(Stored data)
____________________

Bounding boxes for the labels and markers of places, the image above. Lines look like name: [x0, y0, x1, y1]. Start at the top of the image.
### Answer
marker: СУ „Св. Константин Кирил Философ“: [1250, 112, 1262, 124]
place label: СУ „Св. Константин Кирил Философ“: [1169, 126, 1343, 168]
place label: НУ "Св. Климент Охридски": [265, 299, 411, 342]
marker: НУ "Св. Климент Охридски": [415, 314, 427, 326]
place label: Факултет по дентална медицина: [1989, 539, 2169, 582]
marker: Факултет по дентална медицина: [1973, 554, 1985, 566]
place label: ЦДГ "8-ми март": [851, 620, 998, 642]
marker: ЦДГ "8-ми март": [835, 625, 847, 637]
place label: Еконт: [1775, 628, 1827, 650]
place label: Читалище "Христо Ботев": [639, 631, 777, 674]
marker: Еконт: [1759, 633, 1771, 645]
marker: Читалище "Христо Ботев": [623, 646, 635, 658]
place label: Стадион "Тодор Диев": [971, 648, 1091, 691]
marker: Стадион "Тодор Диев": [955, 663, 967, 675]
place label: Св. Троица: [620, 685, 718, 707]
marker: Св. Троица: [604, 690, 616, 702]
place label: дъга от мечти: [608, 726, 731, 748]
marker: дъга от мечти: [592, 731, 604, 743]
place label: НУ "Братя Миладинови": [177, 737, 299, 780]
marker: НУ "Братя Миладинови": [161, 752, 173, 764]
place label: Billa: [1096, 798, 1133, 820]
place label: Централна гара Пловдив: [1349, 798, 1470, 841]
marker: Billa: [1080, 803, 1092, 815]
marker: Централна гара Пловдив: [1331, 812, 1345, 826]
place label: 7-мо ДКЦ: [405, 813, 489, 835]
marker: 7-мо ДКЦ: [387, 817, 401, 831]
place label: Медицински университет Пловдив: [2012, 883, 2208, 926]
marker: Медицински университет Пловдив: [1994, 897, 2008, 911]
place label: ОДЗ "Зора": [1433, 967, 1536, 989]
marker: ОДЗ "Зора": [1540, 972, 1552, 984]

____________________

- Problem description
Work out how many lines of the entries contain the word "Троица", and answer with that number alone.

- Answer to this task
2